▶ How to complete this task: Print the listing below exactly. Leave nothing out.

___

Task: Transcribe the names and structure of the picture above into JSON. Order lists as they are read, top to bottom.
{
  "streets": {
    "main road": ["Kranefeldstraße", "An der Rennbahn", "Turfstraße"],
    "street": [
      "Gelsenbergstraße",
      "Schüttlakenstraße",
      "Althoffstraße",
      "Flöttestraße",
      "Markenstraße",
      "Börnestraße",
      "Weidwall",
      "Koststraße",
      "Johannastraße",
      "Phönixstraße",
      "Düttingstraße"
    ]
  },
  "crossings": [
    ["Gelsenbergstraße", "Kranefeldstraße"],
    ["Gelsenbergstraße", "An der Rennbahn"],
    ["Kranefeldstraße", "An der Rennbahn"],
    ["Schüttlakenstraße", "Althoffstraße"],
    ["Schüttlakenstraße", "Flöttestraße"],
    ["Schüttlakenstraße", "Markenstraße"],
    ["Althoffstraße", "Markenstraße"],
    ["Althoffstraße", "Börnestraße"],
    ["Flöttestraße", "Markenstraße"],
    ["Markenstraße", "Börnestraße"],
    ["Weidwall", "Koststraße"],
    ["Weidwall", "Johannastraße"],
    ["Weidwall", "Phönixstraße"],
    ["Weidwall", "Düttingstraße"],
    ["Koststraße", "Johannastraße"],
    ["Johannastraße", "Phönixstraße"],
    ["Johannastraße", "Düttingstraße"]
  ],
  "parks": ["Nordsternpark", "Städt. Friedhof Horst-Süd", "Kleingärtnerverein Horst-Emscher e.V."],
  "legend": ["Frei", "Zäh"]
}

___

▶ Your solution:
Task: Transcribe the names and structure of the picture above into JSON. Order lists as they are read, top to bottom.
{
  "streets": {
    "main road": ["Kranefeldstraße", "An der Rennbahn", "Turfstraße"],
    "street": [
      "Gelsenbergstraße",
      "Schüttlakenstraße",
      "Althoffstraße",
      "Flöttestraße",
      "Markenstraße",
      "Börnestraße",
      "Weidwall",
      "Koststraße",
      "Johannastraße",
      "Phönixstraße",
      "Düttingstraße"
    ]
  },
  "crossings": [
    ["Gelsenbergstraße", "Kranefeldstraße"],
    ["Gelsenbergstraße", "An der Rennbahn"],
    ["Kranefeldstraße", "An der Rennbahn"],
    ["Schüttlakenstraße", "Althoffstraße"],
    ["Schüttlakenstraße", "Flöttestraße"],
    ["Schüttlakenstraße", "Markenstraße"],
    ["Althoffstraße", "Markenstraße"],
    ["Althoffstraße", "Börnestraße"],
    ["Flöttestraße", "Markenstraße"],
    ["Markenstraße", "Börnestraße"],
    ["Weidwall", "Koststraße"],
    ["Weidwall", "Johannastraße"],
    ["Weidwall", "Phönixstraße"],
    ["Weidwall", "Düttingstraße"],
    ["Koststraße", "Johannastraße"],
    ["Johannastraße", "Phönixstraße"],
    ["Johannastraße", "Düttingstraße"]
  ],
  "parks": ["Nordsternpark", "Städt. Friedhof Horst-Süd", "Kleingärtnerverein Horst-Emscher e.V."],
  "legend": ["Frei", "Zäh"]
}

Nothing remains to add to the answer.